::: Material to process

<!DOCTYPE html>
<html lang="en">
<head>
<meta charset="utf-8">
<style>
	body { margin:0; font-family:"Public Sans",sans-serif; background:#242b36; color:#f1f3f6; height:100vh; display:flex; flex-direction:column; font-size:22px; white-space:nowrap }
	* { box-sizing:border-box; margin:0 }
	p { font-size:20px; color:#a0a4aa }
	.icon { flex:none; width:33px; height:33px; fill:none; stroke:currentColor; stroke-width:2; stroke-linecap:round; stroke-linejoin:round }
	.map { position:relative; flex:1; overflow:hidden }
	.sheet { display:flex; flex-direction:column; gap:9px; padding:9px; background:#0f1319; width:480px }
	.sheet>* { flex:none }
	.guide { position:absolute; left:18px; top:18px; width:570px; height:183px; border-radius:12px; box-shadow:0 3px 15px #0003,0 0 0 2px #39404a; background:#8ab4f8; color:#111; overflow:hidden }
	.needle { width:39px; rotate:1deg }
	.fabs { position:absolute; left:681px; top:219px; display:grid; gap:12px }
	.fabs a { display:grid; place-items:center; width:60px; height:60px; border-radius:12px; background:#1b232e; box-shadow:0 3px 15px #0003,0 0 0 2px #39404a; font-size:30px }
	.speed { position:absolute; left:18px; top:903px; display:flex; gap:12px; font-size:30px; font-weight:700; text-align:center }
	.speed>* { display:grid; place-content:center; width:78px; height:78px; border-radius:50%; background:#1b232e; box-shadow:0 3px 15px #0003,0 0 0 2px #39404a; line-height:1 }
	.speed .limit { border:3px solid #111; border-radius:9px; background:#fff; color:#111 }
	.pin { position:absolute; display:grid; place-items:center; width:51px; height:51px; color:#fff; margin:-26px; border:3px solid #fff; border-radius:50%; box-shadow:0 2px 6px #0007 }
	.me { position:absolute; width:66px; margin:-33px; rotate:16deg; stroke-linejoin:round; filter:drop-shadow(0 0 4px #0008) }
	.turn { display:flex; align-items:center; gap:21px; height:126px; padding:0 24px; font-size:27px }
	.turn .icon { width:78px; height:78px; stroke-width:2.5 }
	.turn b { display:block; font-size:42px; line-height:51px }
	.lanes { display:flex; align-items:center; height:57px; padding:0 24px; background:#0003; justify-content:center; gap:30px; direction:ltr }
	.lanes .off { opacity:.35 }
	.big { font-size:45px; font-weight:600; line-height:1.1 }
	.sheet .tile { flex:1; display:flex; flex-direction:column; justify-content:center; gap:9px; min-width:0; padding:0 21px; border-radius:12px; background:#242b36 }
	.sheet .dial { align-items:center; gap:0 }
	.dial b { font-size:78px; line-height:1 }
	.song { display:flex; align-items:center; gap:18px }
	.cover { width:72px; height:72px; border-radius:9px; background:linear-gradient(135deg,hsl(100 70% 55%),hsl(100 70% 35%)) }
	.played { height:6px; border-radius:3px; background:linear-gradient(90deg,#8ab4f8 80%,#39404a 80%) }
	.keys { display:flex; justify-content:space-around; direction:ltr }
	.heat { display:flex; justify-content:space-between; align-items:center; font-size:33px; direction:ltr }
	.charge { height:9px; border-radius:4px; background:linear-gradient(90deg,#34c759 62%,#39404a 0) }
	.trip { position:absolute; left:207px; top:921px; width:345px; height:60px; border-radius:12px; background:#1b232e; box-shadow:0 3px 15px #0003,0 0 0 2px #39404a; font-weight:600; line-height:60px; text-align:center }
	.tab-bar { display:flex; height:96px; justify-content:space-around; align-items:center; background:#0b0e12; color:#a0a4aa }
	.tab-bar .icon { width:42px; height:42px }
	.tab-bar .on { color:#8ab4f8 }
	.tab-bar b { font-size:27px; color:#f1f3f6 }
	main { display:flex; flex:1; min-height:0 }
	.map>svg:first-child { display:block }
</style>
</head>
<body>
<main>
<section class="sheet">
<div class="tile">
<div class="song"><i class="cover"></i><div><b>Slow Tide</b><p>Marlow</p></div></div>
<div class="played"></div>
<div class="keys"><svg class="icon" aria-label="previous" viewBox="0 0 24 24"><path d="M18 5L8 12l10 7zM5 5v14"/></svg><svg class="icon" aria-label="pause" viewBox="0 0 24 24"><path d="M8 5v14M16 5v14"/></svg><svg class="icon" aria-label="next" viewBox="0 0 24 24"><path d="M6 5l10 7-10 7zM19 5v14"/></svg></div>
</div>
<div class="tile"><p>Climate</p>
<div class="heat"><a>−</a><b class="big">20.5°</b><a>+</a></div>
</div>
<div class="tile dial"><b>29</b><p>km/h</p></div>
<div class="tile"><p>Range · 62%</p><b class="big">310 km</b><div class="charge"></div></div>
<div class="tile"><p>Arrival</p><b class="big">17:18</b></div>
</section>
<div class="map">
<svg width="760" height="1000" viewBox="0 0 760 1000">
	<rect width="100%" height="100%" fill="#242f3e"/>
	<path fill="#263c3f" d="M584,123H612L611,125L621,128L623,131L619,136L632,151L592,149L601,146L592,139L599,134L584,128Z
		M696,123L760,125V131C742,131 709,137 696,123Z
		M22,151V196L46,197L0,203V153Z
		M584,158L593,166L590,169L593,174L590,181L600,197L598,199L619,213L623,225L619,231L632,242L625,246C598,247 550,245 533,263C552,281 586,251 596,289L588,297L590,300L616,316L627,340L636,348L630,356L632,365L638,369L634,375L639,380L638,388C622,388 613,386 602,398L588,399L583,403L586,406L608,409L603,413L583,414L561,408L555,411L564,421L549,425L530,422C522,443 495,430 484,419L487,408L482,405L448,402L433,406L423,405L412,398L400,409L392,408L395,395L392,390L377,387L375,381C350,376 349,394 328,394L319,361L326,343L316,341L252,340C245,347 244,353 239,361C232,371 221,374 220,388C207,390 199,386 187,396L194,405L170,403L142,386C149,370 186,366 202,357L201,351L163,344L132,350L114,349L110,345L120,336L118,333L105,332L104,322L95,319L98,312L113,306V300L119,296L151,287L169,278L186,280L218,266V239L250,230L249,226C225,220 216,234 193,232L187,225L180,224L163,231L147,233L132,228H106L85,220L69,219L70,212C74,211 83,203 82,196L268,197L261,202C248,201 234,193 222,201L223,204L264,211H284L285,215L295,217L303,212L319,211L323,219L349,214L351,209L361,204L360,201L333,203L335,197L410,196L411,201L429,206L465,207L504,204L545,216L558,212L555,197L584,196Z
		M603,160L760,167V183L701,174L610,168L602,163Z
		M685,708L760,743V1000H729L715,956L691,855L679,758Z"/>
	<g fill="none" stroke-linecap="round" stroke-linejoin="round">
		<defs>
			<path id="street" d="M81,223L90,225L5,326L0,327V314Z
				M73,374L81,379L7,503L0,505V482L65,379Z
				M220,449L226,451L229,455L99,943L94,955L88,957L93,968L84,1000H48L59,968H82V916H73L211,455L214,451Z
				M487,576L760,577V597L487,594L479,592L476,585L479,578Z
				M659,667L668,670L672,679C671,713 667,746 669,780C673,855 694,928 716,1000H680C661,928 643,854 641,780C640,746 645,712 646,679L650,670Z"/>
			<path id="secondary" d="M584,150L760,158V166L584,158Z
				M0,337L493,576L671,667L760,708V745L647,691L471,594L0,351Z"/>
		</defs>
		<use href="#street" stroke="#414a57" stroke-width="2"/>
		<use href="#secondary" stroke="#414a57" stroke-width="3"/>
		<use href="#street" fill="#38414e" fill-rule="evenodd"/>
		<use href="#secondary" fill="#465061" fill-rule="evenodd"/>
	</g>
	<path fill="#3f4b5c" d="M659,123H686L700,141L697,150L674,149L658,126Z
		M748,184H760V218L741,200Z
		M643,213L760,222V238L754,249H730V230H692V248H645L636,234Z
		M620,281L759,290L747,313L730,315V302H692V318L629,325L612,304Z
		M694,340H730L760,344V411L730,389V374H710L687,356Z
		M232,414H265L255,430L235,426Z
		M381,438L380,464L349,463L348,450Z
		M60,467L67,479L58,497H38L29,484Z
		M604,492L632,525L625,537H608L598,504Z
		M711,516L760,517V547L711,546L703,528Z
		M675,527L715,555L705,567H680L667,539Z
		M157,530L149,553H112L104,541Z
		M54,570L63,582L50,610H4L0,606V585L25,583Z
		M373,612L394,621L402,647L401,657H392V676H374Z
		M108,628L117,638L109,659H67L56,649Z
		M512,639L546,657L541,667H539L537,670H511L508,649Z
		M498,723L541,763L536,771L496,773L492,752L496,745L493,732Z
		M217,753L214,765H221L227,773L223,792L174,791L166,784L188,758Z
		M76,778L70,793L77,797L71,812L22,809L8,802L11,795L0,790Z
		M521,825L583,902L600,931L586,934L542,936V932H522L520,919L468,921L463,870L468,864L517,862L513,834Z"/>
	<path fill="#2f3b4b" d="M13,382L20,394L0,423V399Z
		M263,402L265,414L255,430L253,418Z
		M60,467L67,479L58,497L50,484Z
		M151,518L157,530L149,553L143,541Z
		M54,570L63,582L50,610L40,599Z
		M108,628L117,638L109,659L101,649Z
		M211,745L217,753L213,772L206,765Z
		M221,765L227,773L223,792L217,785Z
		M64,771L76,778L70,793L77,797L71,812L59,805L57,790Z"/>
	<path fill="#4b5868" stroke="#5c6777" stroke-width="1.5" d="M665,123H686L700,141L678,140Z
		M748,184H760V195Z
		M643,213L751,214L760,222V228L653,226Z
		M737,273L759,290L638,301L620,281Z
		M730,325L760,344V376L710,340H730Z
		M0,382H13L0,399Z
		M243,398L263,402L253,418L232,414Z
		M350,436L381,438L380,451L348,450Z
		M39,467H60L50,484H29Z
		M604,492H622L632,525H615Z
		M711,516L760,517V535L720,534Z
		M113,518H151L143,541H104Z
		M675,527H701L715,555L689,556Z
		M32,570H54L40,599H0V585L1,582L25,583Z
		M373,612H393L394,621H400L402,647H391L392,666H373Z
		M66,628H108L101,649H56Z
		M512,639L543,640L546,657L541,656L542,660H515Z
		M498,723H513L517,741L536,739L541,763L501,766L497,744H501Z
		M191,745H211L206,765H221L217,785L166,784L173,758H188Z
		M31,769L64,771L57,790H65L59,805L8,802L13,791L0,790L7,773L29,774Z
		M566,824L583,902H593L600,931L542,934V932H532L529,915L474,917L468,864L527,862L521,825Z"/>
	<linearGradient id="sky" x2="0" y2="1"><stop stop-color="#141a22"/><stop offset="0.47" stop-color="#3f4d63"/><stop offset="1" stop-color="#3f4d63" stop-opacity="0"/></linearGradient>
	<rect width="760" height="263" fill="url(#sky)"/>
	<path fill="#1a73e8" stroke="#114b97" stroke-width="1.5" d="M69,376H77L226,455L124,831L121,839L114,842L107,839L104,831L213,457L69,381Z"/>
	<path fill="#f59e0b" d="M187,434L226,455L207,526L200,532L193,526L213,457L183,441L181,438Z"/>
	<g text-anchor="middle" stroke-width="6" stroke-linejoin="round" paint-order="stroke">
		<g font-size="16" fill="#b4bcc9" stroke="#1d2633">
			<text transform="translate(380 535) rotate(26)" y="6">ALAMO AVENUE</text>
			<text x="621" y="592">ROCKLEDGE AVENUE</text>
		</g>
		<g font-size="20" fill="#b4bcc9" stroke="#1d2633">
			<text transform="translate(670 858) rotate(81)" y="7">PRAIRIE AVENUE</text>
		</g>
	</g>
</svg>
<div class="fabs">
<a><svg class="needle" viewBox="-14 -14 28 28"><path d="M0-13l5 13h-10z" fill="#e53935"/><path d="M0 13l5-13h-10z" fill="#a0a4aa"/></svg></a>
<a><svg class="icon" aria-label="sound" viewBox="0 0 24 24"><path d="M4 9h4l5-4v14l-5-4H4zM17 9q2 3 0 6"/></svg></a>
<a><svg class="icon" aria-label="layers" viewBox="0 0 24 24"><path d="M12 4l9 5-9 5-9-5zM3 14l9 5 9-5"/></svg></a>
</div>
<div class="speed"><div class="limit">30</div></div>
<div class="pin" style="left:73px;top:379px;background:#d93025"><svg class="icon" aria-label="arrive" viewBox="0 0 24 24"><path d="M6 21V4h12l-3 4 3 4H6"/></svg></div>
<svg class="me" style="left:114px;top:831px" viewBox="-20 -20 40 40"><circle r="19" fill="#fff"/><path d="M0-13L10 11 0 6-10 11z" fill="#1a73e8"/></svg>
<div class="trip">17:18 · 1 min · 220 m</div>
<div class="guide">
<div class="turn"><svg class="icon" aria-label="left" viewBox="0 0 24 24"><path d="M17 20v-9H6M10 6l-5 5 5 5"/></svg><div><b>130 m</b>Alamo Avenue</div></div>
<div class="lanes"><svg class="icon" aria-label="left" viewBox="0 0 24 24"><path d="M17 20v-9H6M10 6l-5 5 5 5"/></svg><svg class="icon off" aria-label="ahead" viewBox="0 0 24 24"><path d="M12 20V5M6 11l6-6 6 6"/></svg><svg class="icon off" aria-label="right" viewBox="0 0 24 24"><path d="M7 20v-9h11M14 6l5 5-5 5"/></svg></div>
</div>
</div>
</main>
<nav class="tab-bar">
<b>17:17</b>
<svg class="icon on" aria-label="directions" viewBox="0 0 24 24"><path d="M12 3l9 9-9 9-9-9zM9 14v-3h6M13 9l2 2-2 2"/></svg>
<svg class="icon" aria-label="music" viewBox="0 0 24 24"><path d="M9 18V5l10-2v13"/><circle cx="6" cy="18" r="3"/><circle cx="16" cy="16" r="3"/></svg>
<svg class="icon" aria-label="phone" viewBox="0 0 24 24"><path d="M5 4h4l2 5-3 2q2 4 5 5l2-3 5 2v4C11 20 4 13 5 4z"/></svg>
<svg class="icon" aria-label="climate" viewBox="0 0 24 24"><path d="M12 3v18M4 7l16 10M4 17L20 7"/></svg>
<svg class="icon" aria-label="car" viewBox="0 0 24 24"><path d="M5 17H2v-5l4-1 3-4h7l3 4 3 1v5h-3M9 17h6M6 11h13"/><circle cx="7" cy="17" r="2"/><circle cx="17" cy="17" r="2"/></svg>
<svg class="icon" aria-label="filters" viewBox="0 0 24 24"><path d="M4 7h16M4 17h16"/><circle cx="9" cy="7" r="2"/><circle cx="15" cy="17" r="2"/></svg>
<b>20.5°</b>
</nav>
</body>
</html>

::::::

Exercise ▸ Of the entries above, repeat exactly the lines between the line with "position:absolute; left:18px; top:903px;" and the line with "display:flex; align-items:center; gap:21px;", inclusive, and no others.

Solution to this problem ▸
	.speed { position:absolute; left:18px; top:903px; display:flex; gap:12px; font-size:30px; font-weight:700; text-align:center }
	.speed>* { display:grid; place-content:center; width:78px; height:78px; border-radius:50%; background:#1b232e; box-shadow:0 3px 15px #0003,0 0 0 2px #39404a; line-height:1 }
	.speed .limit { border:3px solid #111; border-radius:9px; background:#fff; color:#111 }
	.pin { position:absolute; display:grid; place-items:center; width:51px; height:51px; color:#fff; margin:-26px; border:3px solid #fff; border-radius:50%; box-shadow:0 2px 6px #0007 }
	.me { position:absolute; width:66px; margin:-33px; rotate:16deg; stroke-linejoin:round; filter:drop-shadow(0 0 4px #0008) }
	.turn { display:flex; align-items:center; gap:21px; height:126px; padding:0 24px; font-size:27px }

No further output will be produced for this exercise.